Exercise directions: Would you output, exactly as written, the line with "const dot = new Path2D();" and all lines after it to the end of the data below, and no others?

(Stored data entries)
== Segment start ==

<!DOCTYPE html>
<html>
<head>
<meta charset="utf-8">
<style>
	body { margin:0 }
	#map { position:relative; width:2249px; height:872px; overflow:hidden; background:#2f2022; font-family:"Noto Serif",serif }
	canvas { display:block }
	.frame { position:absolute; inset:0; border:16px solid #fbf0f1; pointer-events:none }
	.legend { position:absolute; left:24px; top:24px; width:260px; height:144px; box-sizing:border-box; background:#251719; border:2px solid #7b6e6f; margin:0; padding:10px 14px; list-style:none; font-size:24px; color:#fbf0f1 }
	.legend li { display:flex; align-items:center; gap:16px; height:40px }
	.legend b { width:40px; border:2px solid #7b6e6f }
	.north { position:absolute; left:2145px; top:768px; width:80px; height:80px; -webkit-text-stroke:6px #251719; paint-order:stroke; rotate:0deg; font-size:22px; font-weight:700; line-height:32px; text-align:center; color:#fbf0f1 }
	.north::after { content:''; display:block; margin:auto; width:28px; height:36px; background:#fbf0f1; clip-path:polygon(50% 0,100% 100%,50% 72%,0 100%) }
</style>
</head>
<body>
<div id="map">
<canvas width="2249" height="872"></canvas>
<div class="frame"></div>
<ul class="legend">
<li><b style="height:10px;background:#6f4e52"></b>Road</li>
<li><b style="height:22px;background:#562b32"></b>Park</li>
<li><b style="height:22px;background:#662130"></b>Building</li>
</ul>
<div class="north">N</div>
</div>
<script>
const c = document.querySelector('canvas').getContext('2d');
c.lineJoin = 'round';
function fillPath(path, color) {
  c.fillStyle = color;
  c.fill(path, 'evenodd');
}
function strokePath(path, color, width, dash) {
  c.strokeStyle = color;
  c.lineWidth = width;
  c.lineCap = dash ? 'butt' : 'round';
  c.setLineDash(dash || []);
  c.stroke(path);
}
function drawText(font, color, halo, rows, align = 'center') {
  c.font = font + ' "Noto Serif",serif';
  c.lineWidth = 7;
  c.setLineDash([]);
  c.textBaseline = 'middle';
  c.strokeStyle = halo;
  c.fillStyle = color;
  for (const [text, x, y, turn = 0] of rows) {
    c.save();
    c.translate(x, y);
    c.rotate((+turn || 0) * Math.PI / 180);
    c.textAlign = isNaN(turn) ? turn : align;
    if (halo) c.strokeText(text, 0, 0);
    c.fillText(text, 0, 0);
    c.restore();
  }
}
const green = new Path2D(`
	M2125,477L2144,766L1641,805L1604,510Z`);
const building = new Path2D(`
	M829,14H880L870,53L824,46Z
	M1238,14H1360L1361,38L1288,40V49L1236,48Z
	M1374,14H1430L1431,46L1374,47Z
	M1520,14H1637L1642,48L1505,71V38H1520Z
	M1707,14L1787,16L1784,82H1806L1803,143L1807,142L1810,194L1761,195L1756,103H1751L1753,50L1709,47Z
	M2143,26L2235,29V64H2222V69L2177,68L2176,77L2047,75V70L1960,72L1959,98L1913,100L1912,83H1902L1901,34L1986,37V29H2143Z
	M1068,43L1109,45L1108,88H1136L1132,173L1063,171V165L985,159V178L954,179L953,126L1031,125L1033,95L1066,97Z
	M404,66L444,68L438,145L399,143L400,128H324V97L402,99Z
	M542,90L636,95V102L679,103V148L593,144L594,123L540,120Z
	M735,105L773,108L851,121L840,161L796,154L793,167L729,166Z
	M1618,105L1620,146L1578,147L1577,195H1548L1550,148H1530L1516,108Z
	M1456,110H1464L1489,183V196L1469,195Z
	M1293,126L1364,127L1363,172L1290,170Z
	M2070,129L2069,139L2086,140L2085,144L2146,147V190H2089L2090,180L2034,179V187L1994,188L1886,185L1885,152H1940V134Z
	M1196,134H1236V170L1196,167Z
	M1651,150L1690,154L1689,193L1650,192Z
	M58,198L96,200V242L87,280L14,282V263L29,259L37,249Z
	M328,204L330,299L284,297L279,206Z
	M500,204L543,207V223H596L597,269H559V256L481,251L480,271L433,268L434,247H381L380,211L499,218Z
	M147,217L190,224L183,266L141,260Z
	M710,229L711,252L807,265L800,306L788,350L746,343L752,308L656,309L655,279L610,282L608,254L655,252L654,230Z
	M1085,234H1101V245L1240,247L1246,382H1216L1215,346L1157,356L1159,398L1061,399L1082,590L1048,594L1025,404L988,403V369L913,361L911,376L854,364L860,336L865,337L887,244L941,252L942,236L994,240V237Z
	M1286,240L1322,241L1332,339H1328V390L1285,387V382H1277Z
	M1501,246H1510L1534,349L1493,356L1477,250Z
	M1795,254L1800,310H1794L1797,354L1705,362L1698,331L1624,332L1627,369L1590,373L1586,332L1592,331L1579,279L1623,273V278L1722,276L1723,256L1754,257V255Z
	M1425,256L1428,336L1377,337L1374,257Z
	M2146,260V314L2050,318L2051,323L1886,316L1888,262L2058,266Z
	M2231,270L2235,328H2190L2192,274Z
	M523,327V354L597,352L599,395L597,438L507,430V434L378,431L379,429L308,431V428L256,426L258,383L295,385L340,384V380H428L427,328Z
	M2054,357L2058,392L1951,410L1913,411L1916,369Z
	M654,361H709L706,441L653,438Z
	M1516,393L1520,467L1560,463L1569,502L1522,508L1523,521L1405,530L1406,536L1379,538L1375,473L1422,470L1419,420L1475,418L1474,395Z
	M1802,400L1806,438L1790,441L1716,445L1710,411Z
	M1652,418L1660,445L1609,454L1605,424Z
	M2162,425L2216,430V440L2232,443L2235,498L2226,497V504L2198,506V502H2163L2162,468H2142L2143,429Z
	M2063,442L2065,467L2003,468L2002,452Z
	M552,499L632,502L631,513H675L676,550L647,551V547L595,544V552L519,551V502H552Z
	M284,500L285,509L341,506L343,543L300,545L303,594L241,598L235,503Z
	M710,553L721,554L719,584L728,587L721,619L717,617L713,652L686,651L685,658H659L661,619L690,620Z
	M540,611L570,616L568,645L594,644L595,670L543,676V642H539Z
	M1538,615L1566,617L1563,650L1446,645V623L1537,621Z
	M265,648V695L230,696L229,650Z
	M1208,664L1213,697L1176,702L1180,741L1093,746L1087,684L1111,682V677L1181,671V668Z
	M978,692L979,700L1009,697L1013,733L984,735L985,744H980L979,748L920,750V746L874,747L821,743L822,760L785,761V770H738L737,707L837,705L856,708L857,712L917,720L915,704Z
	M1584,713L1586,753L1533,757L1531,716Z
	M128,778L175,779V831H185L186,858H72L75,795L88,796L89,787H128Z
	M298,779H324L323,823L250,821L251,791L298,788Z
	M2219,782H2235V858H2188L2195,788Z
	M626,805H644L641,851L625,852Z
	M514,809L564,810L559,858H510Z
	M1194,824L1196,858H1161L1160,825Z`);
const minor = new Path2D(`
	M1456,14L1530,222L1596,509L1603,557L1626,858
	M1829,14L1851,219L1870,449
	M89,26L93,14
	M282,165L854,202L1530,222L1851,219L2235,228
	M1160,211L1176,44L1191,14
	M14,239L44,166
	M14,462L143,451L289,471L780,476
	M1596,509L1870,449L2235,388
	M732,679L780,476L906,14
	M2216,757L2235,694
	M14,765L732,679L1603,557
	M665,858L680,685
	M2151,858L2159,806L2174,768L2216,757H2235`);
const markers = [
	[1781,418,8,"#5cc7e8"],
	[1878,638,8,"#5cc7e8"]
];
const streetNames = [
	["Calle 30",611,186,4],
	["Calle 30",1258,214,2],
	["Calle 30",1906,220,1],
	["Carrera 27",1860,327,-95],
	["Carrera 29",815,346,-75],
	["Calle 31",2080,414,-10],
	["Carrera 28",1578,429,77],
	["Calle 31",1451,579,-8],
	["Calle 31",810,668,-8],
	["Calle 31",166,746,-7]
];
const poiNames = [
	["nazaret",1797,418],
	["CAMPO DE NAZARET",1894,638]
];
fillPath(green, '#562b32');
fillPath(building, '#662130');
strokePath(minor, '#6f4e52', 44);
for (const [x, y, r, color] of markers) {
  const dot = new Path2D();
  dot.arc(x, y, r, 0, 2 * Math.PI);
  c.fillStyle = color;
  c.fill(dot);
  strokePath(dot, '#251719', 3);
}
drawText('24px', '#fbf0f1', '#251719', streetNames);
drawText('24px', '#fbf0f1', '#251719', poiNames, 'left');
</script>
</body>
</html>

== Segment end ==

Response area:
  const dot = new Path2D();
  dot.arc(x, y, r, 0, 2 * Math.PI);
  c.fillStyle = color;
  c.fill(dot);
  strokePath(dot, '#251719', 3);
}
drawText('24px', '#fbf0f1', '#251719', streetNames);
drawText('24px', '#fbf0f1', '#251719', poiNames, 'left');
</script>
</body>
</html>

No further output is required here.